The president continued, “And I tell you what, I doubt whether you’ll accept it, because you’re such a whiner.”

Advocacy groups hoped the debate would address LGBTQ issues

Leading up to the debate, advocacy groups urged the candidates to defend their records on and policy proposals concerning LGBTQ rights, with some arguing the discussion would advantage President Joe Biden’s campaign, as reported by The Hill’s Brooke Migdon.

As the community celebrated Pride this month, the Biden-Harris 2024 team made significant investments in paid media and the Out for Biden national organizing effort to court LGBTQ voters, who are expected to comprise a larger share of the electorate than ever before.

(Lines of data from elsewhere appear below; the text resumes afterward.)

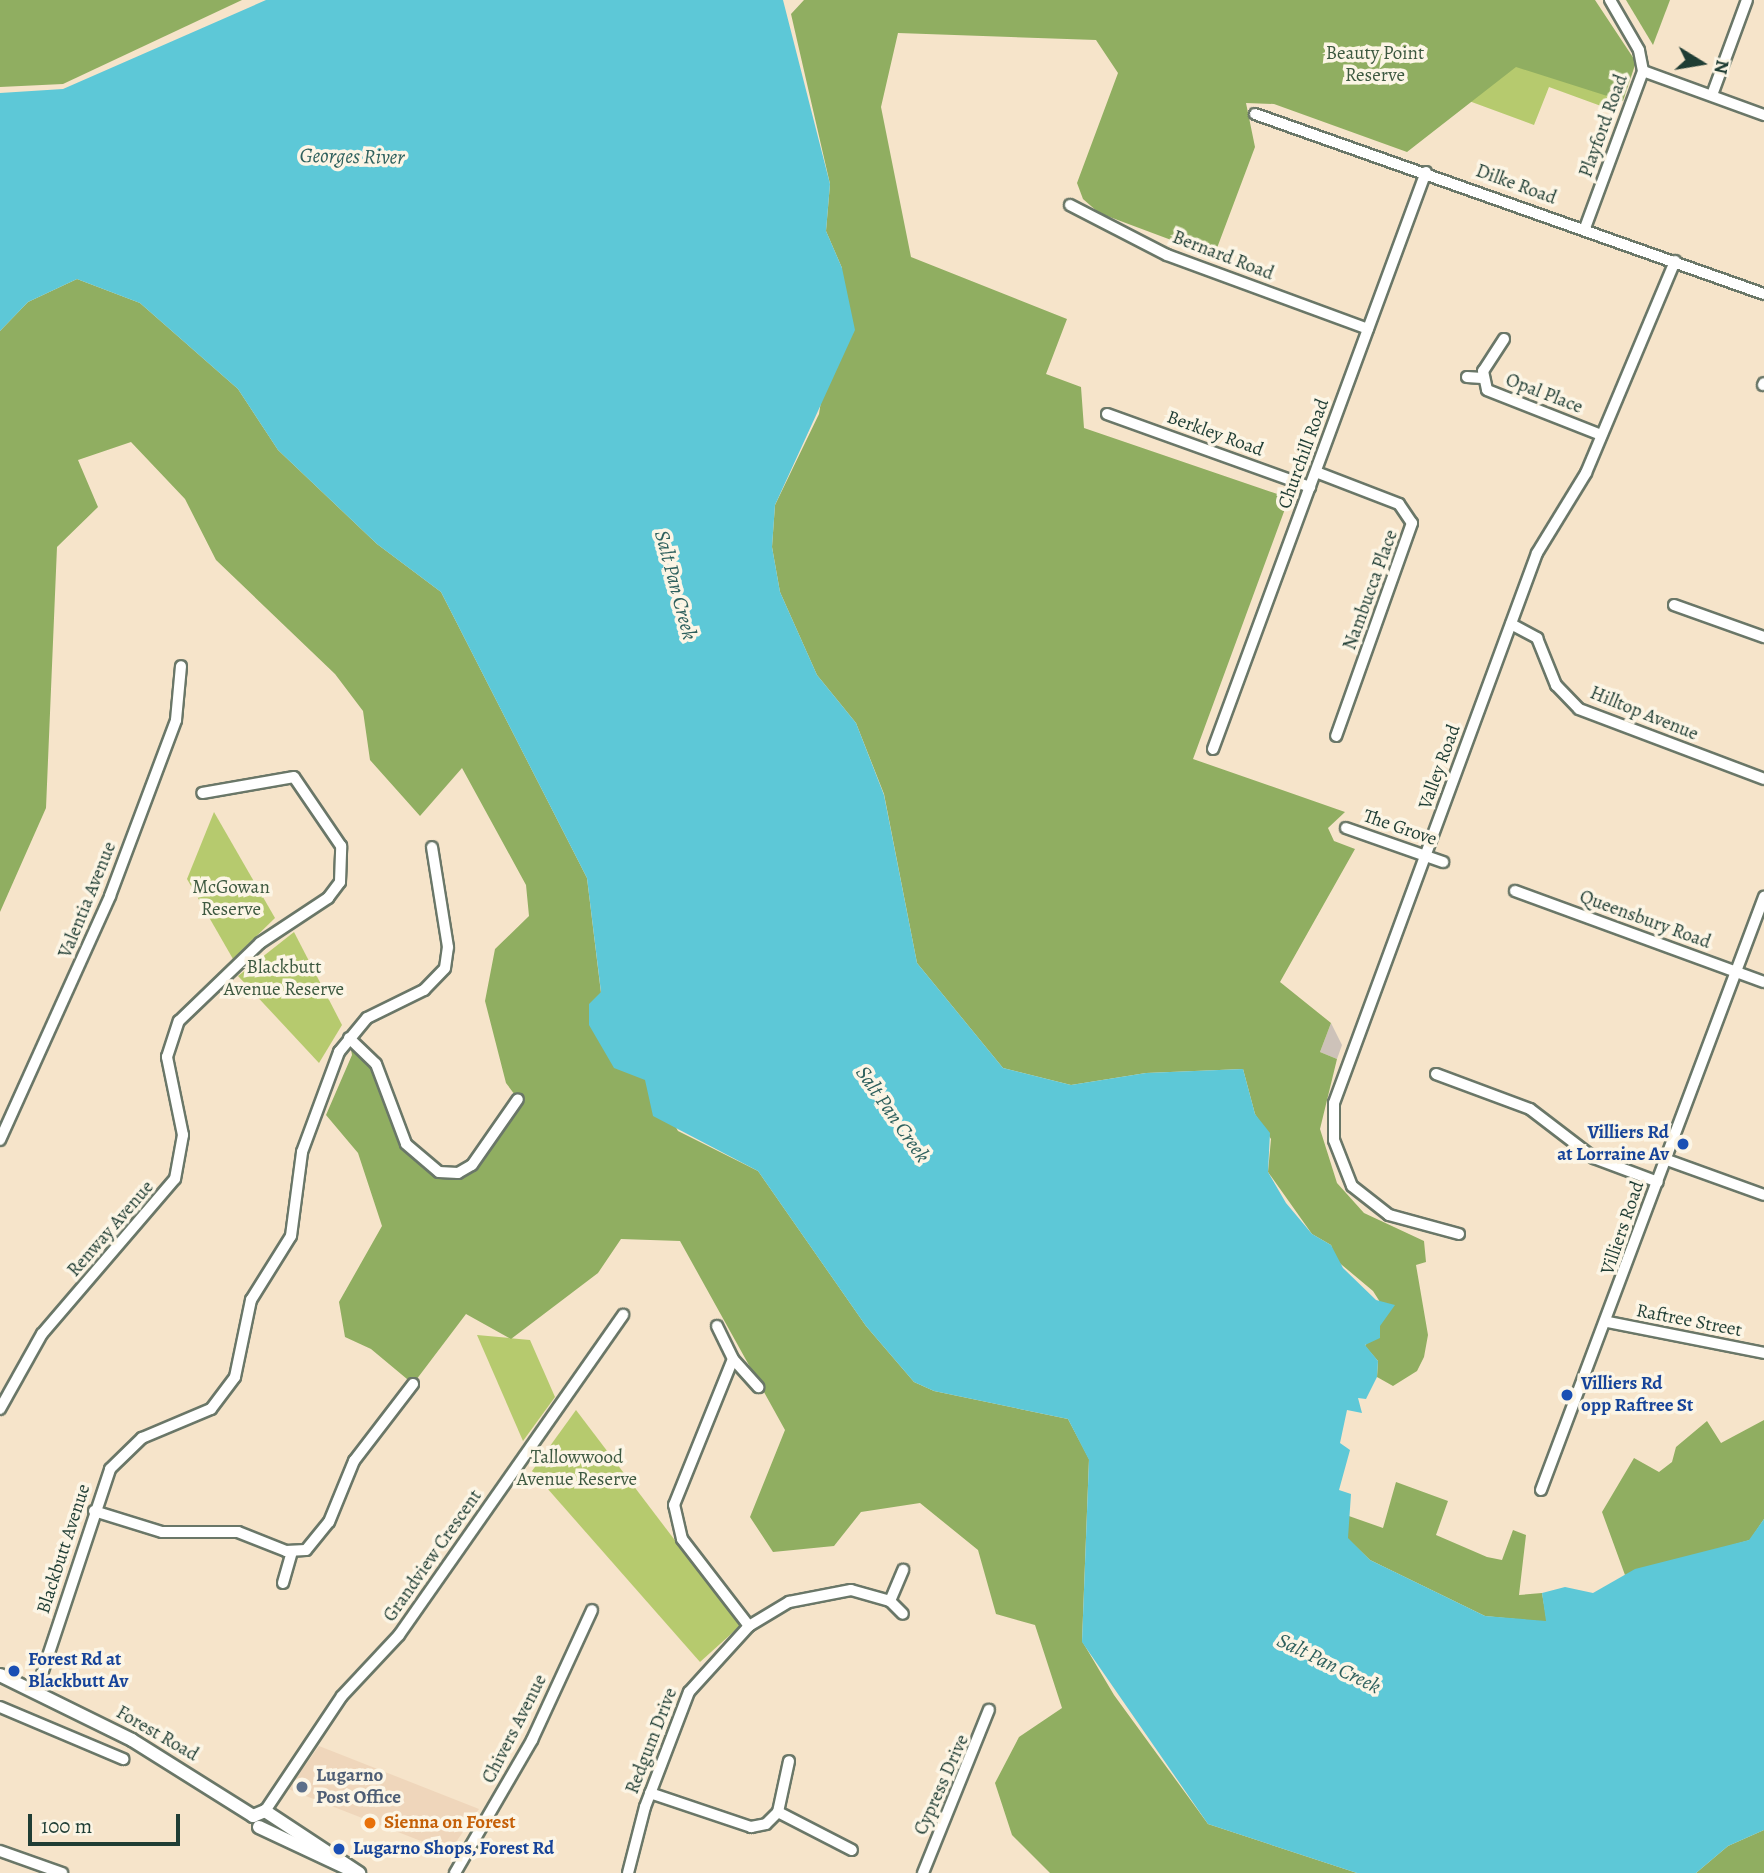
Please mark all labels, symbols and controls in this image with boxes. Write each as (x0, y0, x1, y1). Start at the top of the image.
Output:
north arrow (1666, 28, 1736, 98)
park label: Beauty Point Reserve (1326, 43, 1424, 87)
text: N (1708, 58, 1736, 76)
street label: Playford Road (1575, 71, 1633, 181)
water label: Georges River (299, 142, 405, 170)
street label: Dilke Road (1473, 160, 1559, 210)
street label: Bernard Road (1169, 226, 1277, 286)
street label: Opal Place (1502, 369, 1586, 419)
street label: Churchill Road (1274, 396, 1334, 512)
street label: Berkley Road (1163, 406, 1267, 462)
street label: Nambucca Place (1339, 527, 1403, 653)
water label: Salt Pan Creek (649, 528, 703, 642)
street label: Hilltop Avenue (1586, 682, 1702, 746)
street label: Valley Road (1414, 722, 1466, 812)
street label: The Grove (1360, 805, 1440, 851)
street label: Valentia Avenue (54, 839, 122, 961)
park label: McGowan Reserve (192, 877, 270, 921)
street label: Queensbury Road (1576, 886, 1714, 954)
park label: Blackbutt Avenue Reserve (224, 957, 344, 1001)
water label: Salt Pan Creek (851, 1061, 935, 1167)
place label: Villiers Rd at Lorraine Av (1557, 1122, 1669, 1166)
marker: Villiers Rd at Lorraine Av (1675, 1136, 1691, 1152)
street label: Renway Avenue (63, 1176, 159, 1282)
street label: Villiers Road (1596, 1178, 1650, 1278)
street label: Raftree Street (1634, 1300, 1744, 1342)
place label: Villiers Rd opp Raftree St (1581, 1373, 1693, 1417)
marker: Villiers Rd opp Raftree St (1559, 1387, 1575, 1403)
park label: Tallowwood Avenue Reserve (517, 1447, 637, 1491)
street label: Blackbutt Avenue (32, 1481, 96, 1617)
street label: Grandview Crescent (379, 1486, 487, 1626)
water label: Salt Pan Creek (1273, 1627, 1385, 1699)
place label: Forest Rd at Blackbutt Av (28, 1649, 128, 1693)
marker: Forest Rd at Blackbutt Av (6, 1663, 22, 1679)
street label: Chivers Avenue (478, 1671, 552, 1787)
street label: Redgum Drive (621, 1685, 683, 1797)
street label: Forest Road (112, 1701, 202, 1767)
street label: Cypress Drive (910, 1731, 974, 1839)
place label: Lugarno Post Office (316, 1765, 401, 1809)
marker: Lugarno Post Office (294, 1779, 310, 1795)
scale bar (32, 1800, 184, 1844)
text: 100 m (41, 1812, 92, 1840)
place label: Sienna on Forest (384, 1812, 515, 1834)
marker: Sienna on Forest (362, 1815, 378, 1831)
place label: Lugarno Shops, Forest Rd (353, 1838, 555, 1860)
marker: Lugarno Shops, Forest Rd (331, 1841, 347, 1857)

“This will be an enormous slight to our community if LGBTQ questions are not asked during this debate,” GLAAD President Sarah Kate Ellis said. “Our community is deeply affected by where these candidates stand.” 

“The safety and freedom of LGBTQ people depends on your engagement with the candidates and ability to inform voters about their records and proposals,” she said.

Annise Parker, the outgoing president and CEO of the LGBTQ+ Victory Fund, said “I certainly hope that the moderators bring up the LGBTQ community and LGBTQ issues, because there is a stark contrast between the two candidates.”

“I hope we see a substantive conversation on the records of these two men for the fight for a more equal society,” said Brandon Wolf, national press secretary at the Human Rights Campaign.

“A vast majority of people in this country support an America that treats people with dignity and respect; they support an America that prevents people from experiencing discrimination and harm simply because of who they are,” he said.

“That is where the American people largely are, and I hope we get an opportunity on that stage to see the contrast between these two candidates.”